[Collected data]
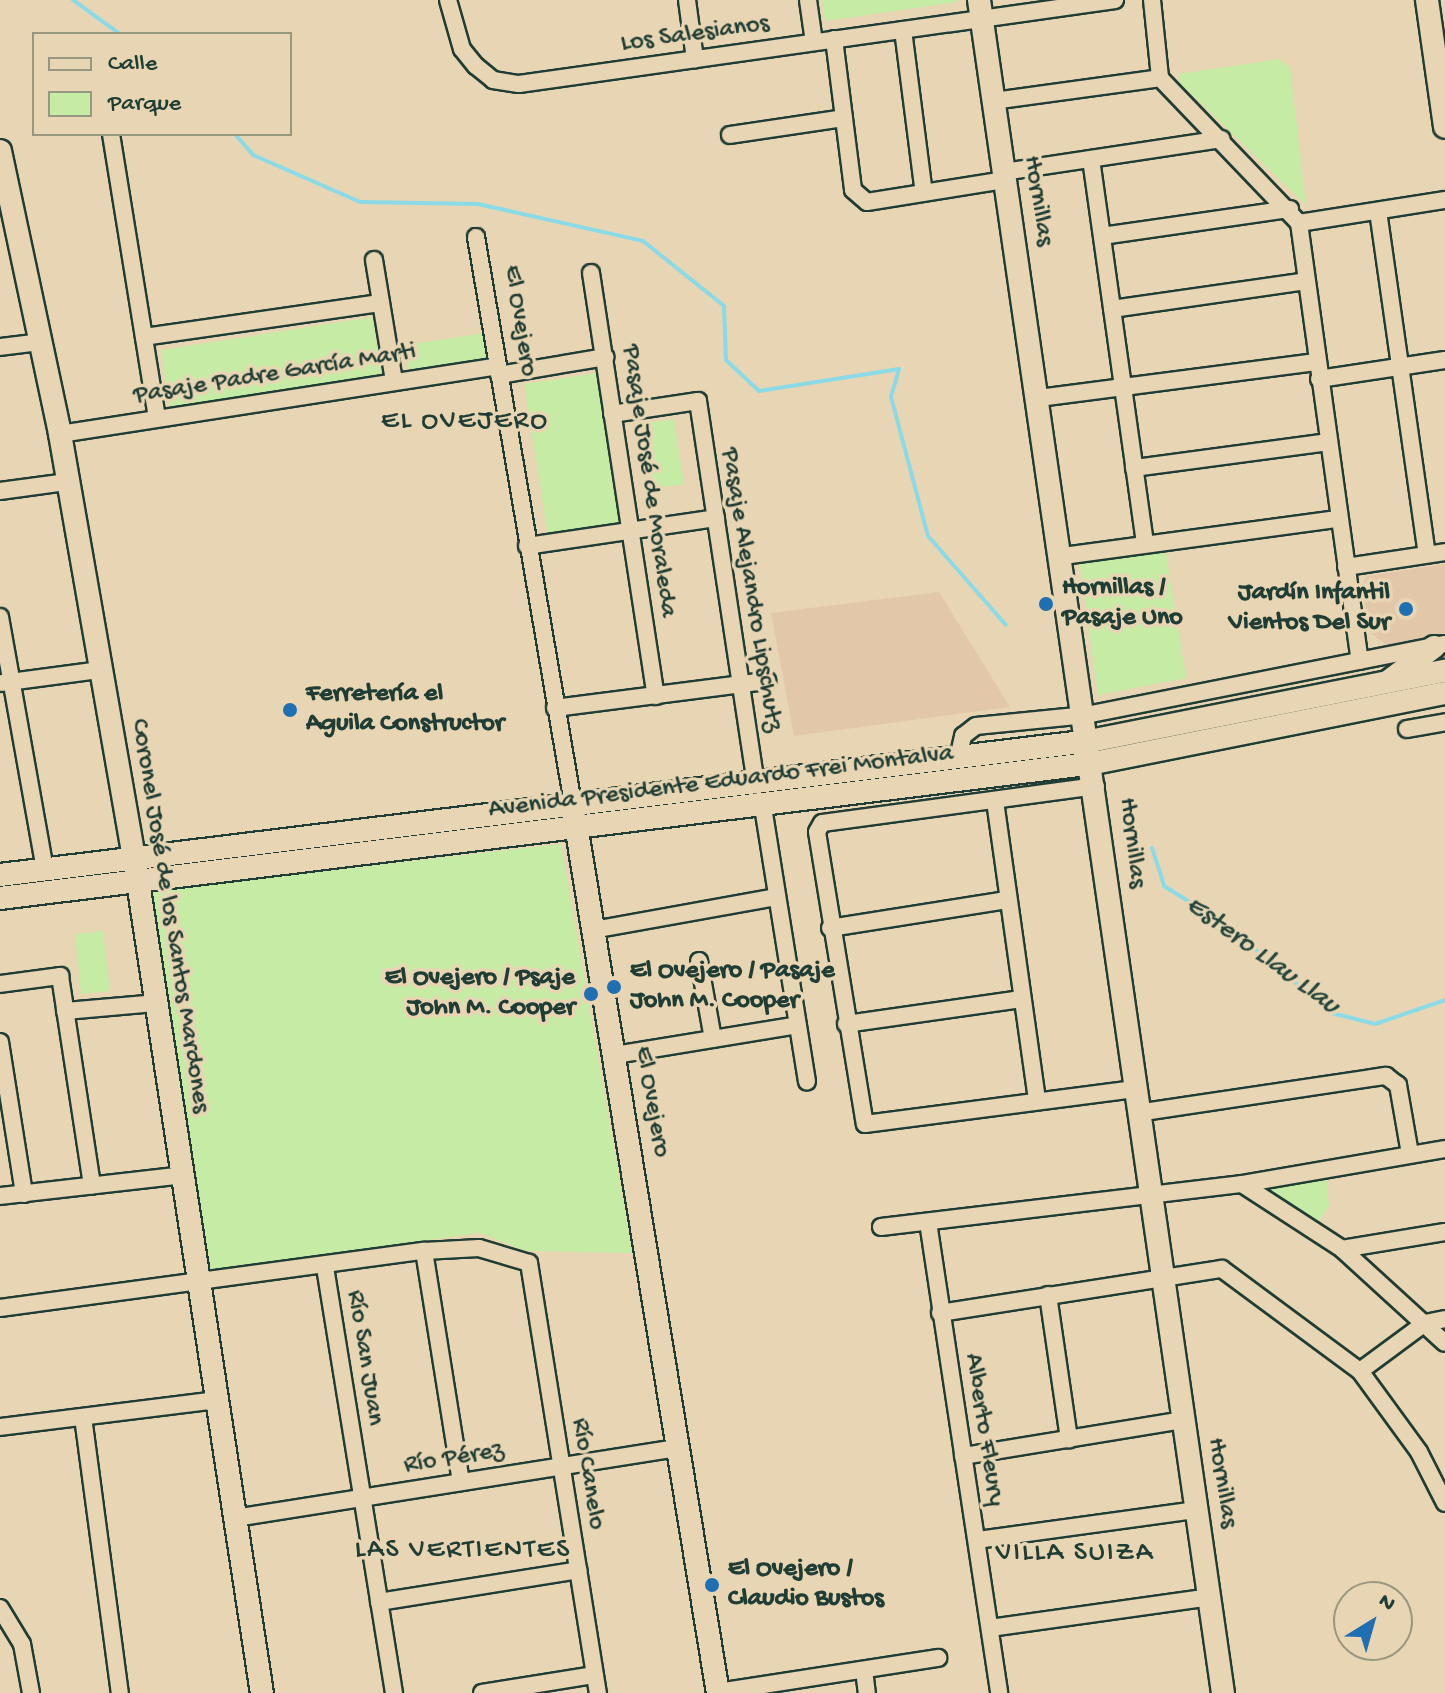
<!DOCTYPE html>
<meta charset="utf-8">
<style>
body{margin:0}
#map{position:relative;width:1445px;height:1693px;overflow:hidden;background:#e8d5b3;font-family:"Gochi Hand",sans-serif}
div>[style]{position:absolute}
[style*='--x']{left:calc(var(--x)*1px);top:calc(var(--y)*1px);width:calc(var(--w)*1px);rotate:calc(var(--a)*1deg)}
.built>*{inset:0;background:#e2c8a9}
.green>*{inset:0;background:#c6eba5}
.stream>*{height:4px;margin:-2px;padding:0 2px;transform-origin:2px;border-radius:2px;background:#8adae7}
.roads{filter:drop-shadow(2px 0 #1f3d34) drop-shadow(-2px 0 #1f3d34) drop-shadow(0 2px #1f3d34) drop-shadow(0 -2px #1f3d34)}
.street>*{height:16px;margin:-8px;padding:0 8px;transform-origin:8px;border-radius:8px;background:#e8d5b3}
.secondary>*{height:22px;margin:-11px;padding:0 11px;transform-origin:11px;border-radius:11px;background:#e8d5b3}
.dots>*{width:22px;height:22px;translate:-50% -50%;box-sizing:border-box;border:4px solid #e8d5b3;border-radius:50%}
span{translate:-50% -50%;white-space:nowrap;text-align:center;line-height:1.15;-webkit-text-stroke:7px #e8d5b3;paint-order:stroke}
.street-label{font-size:26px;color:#1f3d34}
.poi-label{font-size:26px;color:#1f3d34;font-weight:700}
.left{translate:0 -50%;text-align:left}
.right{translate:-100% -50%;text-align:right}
.neighbourhood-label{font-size:28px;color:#1f3d34;letter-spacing:2px}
.water-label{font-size:28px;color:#24453d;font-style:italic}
.legend{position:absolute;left:32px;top:32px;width:260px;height:104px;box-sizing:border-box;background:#e8d5b3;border:2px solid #989880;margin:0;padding:10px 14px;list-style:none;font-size:24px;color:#1f3d34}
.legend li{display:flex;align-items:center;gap:16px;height:40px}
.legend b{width:40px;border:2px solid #989880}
.north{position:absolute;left:1333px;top:1581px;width:80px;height:80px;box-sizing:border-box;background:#e8d5b3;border:2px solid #989880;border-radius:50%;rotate:37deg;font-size:22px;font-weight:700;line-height:32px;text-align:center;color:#1f3d34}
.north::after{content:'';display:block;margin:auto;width:28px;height:36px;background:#1f6fb2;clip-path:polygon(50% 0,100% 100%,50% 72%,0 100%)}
</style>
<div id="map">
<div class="built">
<i style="clip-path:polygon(1445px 564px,1445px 633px,1387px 645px,1372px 634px,1361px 586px,1367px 576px)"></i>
<i style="clip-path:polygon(939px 592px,1010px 707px,794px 736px,771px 613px)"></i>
</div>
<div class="green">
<i style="clip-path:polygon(822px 0,958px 0,958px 2px,825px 21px)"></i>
<i style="clip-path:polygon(1278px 59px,1290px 67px,1306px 205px,1180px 83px,1179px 74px)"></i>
<i style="clip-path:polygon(372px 317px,382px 377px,170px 410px,161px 350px)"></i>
<i style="clip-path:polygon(486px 333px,490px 361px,409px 373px,405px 345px)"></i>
<i style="clip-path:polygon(597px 373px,621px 524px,548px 535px,524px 384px)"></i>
<i style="clip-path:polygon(674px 419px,684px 484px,649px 489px,639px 424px)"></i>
<i style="clip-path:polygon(1165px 546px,1186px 678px,1098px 695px,1079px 560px)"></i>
<i style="clip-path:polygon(561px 844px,632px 1253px,526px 1251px,480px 1233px,211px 1270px,152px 891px)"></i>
<i style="clip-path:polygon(103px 931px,110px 991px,81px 994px,75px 934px)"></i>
<i style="clip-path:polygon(1326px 1175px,1329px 1206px,1316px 1225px,1263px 1191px,1264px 1183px)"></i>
</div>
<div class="stream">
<i style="--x:73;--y:0;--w:58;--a:35.9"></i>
<i style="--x:235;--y:134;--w:28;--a:49"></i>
<i style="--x:253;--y:155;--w:117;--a:23.7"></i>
<i style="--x:360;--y:202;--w:118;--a:1"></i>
<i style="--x:478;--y:204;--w:169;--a:12.6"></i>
<i style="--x:643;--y:241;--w:104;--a:38.7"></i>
<i style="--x:724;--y:306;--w:54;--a:87.9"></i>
<i style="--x:726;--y:360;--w:45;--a:43.2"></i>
<i style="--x:759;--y:391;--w:142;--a:-8.9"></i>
<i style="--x:899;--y:369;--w:29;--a:106"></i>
<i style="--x:891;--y:397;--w:144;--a:75.1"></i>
<i style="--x:928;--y:536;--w:118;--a:48.8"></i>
<i style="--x:1152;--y:848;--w:40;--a:72"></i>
<i style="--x:1164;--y:886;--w:72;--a:31.9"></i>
<i style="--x:1225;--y:924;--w:139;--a:39.8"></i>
<i style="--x:1332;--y:1013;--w:44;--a:14.3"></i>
<i style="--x:1375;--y:1024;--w:74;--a:-18.9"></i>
</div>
<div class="roads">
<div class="street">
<i style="--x:448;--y:0;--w:51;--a:74.1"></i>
<i style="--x:462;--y:49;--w:22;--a:51"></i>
<i style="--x:476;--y:66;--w:22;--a:39"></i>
<i style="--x:493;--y:80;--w:26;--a:9"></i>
<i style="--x:519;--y:84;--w:602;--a:-8.02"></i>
<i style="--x:687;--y:0;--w:60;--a:82.3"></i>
<i style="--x:808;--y:0;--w:42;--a:81.9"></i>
<i style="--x:1152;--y:0;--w:78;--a:84.1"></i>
<i style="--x:1160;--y:78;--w:201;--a:46.2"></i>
<i style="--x:1299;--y:223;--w:442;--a:82.1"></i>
<i style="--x:903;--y:30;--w:164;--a:82.7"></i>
<i style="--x:834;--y:39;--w:152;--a:82.8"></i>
<i style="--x:853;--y:190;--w:18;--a:41"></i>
<i style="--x:867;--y:202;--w:140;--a:-9.1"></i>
<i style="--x:993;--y:101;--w:169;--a:-7.8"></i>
<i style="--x:111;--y:134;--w:287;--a:80.8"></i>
<i style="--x:730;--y:135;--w:115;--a:-8.5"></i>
<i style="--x:1091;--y:159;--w:389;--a:82"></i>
<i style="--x:1004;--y:172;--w:220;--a:-8.6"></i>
<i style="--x:1378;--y:211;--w:346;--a:81.9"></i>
<i style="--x:1299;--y:223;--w:148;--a:-9"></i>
<i style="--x:1102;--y:236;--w:190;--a:-8.2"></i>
<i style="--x:476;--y:237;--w:581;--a:80.29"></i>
<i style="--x:374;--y:260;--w:123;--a:80.6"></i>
<i style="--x:591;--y:273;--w:428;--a:81.3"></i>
<i style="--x:1112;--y:309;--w:196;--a:-8.2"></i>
<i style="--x:144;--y:337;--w:239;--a:-8.2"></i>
<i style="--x:0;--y:347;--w:40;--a:-7.1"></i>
<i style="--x:499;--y:375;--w:108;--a:-9.6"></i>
<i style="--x:1319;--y:379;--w:127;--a:-8.6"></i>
<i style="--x:1039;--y:398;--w:279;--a:-7.4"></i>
<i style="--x:612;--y:414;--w:87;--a:-8.6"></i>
<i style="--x:698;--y:401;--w:389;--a:81.4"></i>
<i style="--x:60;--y:434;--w:442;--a:-8.8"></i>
<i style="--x:1134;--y:468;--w:196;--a:-7.6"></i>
<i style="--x:0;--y:491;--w:68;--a:-7.7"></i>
<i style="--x:527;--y:546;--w:191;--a:-8.4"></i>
<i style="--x:1063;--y:556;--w:277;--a:-7.7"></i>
<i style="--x:1346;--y:567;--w:100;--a:-8.6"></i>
<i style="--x:0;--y:617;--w:256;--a:79.9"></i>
<i style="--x:2;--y:683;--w:99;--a:-7.6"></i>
<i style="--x:555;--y:708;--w:214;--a:-7.3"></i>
<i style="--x:1407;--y:729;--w:39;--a:-10"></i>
<i style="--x:958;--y:758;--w:23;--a:-77"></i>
<i style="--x:963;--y:736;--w:16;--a:-38"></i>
<i style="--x:976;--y:726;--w:111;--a:-5.7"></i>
<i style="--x:1086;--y:715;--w:366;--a:-11.2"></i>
<i style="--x:1096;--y:786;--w:276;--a:172.3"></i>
<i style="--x:822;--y:823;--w:10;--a:119"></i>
<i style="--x:817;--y:832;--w:296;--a:80.7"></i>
<i style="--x:865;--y:1124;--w:270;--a:-7.4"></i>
<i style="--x:995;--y:801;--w:303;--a:82"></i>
<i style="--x:763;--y:807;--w:278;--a:80.9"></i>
<i style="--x:830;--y:928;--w:179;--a:-9"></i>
<i style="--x:593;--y:930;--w:187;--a:-10.2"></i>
<i style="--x:699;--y:961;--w:79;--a:79.8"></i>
<i style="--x:0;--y:984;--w:61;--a:-7.6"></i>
<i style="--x:60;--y:976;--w:212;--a:81.3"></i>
<i style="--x:65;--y:1011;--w:91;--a:-5"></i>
<i style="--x:846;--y:1024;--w:178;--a:-8.1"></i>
<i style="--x:0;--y:1042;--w:154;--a:81"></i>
<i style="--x:615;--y:1055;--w:185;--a:-9.3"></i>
<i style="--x:1137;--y:1113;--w:252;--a:-8.5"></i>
<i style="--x:1386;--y:1076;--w:15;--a:37"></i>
<i style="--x:1398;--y:1085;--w:70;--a:80.1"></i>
<i style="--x:1242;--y:1184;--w:206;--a:-9.8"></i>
<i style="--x:0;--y:1196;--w:184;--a:-6.5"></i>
<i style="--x:928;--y:1222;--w:476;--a:81.4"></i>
<i style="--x:881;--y:1227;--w:364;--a:-6.8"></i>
<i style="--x:1242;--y:1184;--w:119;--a:33"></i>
<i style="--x:1342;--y:1249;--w:139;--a:42.4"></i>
<i style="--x:1342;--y:1249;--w:104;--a:-9.4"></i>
<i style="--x:424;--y:1251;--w:234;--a:80.9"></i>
<i style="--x:325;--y:1267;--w:432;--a:80.8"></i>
<i style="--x:1048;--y:1295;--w:146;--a:81.7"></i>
<i style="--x:0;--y:1308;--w:428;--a:-7.7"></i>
<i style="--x:424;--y:1251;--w:55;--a:-3.1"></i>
<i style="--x:479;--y:1248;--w:52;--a:16.7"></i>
<i style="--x:529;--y:1263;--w:436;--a:80.9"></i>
<i style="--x:940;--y:1313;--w:285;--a:-8.9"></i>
<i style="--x:1222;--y:1269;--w:172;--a:36.5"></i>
<i style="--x:1360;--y:1371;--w:100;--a:53.9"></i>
<i style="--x:1419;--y:1452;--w:57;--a:63"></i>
<i style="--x:1360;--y:1371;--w:81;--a:-36.4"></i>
<i style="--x:1425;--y:1323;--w:20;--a:-11"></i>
<i style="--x:83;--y:1417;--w:278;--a:82.4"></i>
<i style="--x:0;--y:1427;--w:219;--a:-7.1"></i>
<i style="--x:963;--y:1456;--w:222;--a:-9.3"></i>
<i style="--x:235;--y:1518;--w:449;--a:-9"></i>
<i style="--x:977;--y:1540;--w:221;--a:-7.8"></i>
<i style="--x:379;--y:1602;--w:202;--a:-9.1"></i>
<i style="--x:0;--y:1608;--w:42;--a:58.6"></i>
<i style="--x:22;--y:1644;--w:50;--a:79.6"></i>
<i style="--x:990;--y:1628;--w:223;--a:-8"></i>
<i style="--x:864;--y:1670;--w:23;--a:83"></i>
<i style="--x:718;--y:1692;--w:223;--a:-8.8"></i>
<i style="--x:482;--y:1693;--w:114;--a:-9.1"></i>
</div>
<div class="secondary">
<i style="--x:979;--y:0;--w:1710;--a:81.8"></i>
<i style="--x:1427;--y:0;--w:128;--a:81.9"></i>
<i style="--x:0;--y:151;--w:289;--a:78"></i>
<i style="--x:60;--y:434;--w:428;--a:80.1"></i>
<i style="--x:134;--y:856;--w:847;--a:81.31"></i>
<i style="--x:1390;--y:680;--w:55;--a:-36.9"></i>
<i style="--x:575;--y:819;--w:886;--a:80.71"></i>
<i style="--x:0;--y:875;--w:1098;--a:-7.01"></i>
<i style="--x:1090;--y:741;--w:362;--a:-11.2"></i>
<i style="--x:0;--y:898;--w:1102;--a:-7.03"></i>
<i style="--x:1094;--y:763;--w:358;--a:-11.3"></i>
</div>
</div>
<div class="dots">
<i style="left:1046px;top:604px;background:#1f6fb2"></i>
<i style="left:1406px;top:609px;background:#1f6fb2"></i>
<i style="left:290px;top:710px;background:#1f6fb2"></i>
<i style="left:614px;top:987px;background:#1f6fb2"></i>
<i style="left:591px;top:994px;background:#1f6fb2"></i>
<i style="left:712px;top:1585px;background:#1f6fb2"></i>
</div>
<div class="street-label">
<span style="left:695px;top:35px;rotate:-8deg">Los Salesianos</span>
<span style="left:1037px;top:201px;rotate:81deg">Hornillas</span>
<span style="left:519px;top:321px;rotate:81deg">El Ovejero</span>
<span style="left:275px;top:375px;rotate:-9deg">Pasaje Padre García Marti</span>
<span style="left:648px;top:481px;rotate:82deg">Pasaje José de Moraleda</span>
<span style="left:750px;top:590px;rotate:81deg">Pasaje Alejandro Lipschutz</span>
<span style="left:721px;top:783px;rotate:-7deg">Avenida Presidente Eduardo Frei Montalva</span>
<span style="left:1131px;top:843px;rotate:83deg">Hornillas</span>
<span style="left:169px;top:916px;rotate:81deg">Coronel José de los Santos Mardones</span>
<span style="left:651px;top:1102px;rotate:80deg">El Ovejero</span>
<span style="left:364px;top:1358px;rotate:81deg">Río San Juan</span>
<span style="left:983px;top:1430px;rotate:81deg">Alberto Fleury</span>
<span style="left:454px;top:1459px;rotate:-9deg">Río Pérez</span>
<span style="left:587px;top:1474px;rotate:81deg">Río Canelo</span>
<span style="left:1221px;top:1483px;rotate:81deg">Hornillas</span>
</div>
<div class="poi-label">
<span class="left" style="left:1062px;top:604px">Hornillas /<br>Pasaje Uno</span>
<span class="right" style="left:1390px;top:609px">Jardín Infantil<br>Vientos Del Sur</span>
<span class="left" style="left:306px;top:710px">Ferretería el<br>Aguila Constructor</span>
<span class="left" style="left:630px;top:987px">El Ovejero / Pasaje<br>John M. Cooper</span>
<span class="right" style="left:575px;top:994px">El Ovejero / Psaje<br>John M. Cooper</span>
<span class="left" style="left:728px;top:1585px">El Ovejero /<br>Claudio Bustos</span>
</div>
<div class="neighbourhood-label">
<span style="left:465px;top:422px">EL OVEJERO</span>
<span style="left:463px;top:1551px">LAS VERTIENTES</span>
<span style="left:1075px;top:1554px">VILLA SUIZA</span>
</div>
<div class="water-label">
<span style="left:1262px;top:956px;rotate:36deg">Estero Llau Llau</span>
</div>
<ul class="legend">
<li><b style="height:10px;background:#e8d5b3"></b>Calle</li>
<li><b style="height:22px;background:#c6eba5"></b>Parque</li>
</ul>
<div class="north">N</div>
</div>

**WORK TO BE COMPLETED**
Copy each line from the records above that includes the string "inset".

**WRITTEN REPLY**
.built>*{inset:0;background:#e2c8a9}
.green>*{inset:0;background:#c6eba5}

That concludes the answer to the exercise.